◆ INFORMATION SUPPLIED
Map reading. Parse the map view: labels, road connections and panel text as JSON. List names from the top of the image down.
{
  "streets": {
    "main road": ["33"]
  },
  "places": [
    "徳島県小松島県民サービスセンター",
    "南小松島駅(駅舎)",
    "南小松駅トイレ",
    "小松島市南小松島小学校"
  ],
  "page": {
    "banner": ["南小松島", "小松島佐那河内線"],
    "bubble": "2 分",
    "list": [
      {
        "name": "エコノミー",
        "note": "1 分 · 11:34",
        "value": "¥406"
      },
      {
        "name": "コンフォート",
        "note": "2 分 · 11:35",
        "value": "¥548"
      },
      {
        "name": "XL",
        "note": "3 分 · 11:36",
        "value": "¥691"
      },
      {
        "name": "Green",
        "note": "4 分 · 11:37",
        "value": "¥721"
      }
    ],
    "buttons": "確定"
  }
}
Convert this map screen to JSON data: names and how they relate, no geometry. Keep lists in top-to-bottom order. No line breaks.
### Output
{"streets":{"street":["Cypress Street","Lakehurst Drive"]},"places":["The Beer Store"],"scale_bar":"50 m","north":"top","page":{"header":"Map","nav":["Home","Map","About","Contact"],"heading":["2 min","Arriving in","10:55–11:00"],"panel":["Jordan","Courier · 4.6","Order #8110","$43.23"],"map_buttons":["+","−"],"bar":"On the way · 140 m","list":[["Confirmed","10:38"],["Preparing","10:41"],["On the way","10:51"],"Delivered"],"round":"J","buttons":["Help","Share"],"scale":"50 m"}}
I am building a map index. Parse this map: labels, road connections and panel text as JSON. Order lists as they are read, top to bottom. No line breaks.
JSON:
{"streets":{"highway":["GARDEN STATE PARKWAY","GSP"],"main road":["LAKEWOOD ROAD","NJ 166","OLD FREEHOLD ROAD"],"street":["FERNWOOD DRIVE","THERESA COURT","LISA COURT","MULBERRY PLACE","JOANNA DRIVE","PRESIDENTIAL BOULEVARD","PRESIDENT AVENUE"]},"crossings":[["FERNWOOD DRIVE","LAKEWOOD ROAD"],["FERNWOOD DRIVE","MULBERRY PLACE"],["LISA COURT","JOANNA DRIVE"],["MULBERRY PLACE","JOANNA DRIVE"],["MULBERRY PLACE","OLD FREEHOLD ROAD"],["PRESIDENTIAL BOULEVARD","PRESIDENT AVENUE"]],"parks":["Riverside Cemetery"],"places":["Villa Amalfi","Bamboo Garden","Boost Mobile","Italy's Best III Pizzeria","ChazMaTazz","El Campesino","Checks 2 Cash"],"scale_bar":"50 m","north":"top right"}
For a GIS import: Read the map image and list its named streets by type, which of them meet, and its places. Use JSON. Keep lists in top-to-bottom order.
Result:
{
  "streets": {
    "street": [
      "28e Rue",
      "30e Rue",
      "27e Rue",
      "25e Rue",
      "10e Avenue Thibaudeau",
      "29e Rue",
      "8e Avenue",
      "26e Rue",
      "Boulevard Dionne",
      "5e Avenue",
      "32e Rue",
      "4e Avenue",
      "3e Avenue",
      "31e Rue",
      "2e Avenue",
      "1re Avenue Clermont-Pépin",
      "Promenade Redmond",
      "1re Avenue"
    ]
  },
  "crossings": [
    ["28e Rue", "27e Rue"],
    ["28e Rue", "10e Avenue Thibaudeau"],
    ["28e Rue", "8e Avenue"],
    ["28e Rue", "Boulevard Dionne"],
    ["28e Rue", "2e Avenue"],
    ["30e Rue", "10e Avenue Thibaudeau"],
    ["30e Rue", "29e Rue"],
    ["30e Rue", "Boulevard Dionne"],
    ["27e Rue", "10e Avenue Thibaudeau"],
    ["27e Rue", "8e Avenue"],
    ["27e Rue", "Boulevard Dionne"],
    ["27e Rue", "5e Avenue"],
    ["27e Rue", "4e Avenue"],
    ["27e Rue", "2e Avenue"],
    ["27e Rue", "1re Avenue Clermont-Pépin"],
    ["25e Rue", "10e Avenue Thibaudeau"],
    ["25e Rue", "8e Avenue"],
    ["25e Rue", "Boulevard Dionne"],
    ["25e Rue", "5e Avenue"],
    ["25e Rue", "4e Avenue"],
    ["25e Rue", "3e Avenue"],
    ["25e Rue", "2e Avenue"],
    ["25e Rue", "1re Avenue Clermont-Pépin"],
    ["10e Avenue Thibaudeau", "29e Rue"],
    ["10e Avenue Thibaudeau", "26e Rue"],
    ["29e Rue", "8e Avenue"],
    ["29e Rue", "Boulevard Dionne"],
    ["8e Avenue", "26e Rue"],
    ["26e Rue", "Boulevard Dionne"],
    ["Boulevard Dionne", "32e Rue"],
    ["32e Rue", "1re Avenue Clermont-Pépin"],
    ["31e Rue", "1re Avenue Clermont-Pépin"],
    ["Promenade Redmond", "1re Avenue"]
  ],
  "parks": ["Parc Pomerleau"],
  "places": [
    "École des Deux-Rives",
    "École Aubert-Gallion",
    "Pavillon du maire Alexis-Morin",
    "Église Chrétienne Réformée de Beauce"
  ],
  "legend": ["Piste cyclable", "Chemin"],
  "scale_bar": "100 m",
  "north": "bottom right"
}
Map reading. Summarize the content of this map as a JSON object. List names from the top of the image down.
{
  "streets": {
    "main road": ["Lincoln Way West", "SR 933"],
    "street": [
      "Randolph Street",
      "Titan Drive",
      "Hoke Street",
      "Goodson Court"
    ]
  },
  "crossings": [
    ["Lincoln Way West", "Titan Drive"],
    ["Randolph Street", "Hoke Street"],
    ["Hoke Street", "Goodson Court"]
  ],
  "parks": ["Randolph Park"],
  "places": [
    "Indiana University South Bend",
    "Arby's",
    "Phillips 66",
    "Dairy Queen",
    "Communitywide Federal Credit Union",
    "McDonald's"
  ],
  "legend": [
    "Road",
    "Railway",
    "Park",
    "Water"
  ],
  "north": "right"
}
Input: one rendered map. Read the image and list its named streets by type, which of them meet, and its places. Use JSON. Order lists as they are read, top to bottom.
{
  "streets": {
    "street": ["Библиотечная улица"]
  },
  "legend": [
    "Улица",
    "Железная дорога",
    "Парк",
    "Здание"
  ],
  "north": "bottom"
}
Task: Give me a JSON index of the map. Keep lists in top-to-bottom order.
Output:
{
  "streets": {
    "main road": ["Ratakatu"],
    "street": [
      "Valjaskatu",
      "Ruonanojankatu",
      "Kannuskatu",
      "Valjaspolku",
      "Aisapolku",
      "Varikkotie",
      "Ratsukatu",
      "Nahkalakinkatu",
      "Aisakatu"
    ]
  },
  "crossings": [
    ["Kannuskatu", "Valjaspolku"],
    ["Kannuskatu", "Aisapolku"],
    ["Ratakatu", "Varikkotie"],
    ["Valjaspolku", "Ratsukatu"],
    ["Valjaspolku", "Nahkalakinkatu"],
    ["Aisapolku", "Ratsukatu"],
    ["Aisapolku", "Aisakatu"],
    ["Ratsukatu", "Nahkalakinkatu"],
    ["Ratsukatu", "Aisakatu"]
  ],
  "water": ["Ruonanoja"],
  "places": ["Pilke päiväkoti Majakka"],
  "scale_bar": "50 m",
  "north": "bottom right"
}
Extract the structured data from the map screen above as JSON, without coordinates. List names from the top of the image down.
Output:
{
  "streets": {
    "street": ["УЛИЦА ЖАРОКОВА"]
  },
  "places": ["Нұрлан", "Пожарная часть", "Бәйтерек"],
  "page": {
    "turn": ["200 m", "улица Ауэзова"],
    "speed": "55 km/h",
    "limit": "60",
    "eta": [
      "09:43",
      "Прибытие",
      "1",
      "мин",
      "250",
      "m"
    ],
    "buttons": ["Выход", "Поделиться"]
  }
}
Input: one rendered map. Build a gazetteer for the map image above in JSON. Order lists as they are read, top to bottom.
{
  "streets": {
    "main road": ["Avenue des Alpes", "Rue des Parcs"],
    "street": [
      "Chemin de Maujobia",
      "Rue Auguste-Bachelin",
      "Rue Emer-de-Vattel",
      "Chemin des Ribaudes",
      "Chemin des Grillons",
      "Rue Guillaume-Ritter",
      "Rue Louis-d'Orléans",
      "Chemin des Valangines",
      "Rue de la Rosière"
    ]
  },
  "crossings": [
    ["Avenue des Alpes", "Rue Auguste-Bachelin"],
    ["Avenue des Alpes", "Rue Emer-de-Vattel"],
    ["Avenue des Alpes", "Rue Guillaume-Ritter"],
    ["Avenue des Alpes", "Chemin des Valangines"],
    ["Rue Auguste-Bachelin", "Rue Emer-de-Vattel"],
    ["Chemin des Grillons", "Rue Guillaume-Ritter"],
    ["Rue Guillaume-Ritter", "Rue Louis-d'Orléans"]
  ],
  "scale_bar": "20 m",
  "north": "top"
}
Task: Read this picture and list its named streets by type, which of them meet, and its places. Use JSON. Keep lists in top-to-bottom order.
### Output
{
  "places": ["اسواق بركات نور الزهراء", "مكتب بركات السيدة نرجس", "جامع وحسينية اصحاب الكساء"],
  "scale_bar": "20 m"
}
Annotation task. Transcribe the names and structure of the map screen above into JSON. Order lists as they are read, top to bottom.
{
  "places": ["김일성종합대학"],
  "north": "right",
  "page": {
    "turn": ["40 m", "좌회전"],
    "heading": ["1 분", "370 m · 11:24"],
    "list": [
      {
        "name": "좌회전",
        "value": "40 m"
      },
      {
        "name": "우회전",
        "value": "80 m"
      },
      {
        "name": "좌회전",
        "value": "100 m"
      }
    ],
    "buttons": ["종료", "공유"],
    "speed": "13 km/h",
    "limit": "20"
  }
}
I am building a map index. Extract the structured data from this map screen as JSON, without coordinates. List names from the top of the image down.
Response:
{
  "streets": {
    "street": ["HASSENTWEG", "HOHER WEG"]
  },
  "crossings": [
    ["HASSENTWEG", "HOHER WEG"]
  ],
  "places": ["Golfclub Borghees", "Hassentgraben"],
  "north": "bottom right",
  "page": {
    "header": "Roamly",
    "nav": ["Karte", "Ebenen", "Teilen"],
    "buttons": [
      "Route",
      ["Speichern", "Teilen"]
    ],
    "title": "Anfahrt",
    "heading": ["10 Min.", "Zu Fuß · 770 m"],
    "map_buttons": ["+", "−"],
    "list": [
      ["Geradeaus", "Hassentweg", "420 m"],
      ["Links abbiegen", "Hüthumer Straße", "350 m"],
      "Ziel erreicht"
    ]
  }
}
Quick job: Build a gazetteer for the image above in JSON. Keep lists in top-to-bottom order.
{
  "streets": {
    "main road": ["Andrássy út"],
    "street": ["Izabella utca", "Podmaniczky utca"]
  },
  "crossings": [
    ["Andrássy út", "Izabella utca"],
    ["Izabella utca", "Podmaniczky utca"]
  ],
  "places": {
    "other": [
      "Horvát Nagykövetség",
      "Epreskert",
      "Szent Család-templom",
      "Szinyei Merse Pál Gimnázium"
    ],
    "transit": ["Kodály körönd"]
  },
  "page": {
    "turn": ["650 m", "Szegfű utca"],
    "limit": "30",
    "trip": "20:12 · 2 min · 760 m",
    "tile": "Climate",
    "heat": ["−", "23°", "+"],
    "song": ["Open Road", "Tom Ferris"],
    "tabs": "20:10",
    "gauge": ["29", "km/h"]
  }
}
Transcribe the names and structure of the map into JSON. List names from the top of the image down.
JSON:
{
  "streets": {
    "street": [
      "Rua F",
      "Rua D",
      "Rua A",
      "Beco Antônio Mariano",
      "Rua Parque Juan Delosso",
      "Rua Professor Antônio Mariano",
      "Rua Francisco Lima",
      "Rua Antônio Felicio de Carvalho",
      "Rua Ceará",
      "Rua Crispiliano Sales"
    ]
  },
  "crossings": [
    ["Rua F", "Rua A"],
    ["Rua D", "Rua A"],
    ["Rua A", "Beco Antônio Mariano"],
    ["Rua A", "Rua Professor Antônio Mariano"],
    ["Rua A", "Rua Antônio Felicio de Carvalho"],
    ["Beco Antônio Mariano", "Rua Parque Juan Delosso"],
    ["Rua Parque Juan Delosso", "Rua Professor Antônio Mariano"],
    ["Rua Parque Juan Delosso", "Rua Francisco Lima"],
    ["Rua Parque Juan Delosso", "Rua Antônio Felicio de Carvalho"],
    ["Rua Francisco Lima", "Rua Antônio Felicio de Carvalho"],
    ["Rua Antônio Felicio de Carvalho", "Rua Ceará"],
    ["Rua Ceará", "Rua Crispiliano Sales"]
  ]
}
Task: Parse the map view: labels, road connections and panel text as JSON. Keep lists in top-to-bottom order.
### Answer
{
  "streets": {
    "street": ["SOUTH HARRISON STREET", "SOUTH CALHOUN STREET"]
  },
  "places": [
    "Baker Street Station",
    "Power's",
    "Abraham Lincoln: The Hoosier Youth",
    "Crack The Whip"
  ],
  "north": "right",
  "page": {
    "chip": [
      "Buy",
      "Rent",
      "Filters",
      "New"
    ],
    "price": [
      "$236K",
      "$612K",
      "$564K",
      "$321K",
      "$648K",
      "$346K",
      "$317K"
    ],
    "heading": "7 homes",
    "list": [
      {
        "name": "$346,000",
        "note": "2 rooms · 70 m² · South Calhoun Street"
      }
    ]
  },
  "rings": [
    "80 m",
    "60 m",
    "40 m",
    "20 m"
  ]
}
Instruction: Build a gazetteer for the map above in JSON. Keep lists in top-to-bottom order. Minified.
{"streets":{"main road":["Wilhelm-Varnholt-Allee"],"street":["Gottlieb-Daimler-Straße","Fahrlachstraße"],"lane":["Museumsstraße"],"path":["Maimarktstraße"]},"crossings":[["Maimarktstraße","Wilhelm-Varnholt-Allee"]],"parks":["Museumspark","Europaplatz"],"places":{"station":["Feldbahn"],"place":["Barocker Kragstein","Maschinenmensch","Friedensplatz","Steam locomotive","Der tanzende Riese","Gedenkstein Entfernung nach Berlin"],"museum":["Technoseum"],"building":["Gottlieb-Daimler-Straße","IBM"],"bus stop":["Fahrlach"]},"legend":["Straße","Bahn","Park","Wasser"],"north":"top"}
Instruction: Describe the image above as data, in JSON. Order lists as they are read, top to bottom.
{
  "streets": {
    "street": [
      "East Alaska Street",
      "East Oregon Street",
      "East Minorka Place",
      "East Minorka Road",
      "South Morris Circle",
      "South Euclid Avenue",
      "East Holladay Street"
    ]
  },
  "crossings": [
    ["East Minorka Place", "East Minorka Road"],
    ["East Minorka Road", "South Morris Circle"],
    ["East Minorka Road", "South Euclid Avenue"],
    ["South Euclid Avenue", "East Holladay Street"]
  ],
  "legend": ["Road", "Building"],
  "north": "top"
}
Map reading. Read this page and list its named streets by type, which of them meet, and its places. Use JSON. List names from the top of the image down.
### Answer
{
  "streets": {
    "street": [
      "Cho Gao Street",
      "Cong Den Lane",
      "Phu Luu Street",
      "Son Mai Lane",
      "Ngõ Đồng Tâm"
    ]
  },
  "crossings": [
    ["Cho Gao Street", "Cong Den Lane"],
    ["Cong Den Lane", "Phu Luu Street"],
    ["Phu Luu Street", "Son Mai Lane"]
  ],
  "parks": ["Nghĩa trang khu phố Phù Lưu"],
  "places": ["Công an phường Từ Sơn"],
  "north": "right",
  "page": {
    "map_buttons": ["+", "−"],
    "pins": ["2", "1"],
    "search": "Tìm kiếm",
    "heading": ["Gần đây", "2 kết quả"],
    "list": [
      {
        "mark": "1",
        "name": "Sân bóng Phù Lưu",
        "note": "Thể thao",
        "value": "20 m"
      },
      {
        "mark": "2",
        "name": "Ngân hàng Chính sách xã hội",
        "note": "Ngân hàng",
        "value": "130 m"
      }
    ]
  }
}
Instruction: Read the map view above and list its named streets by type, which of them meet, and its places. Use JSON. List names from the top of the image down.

◆ TASK STATEMENT
Go through the entries above and report each line with the string "structured" in it.

◆ WRITTEN RESPONSE
Extract the structured data from the map screen above as JSON, without coordinates. List names from the top of the image down.
I am building a map index. Extract the structured data from this map screen as JSON, without coordinates. List names from the top of the image down.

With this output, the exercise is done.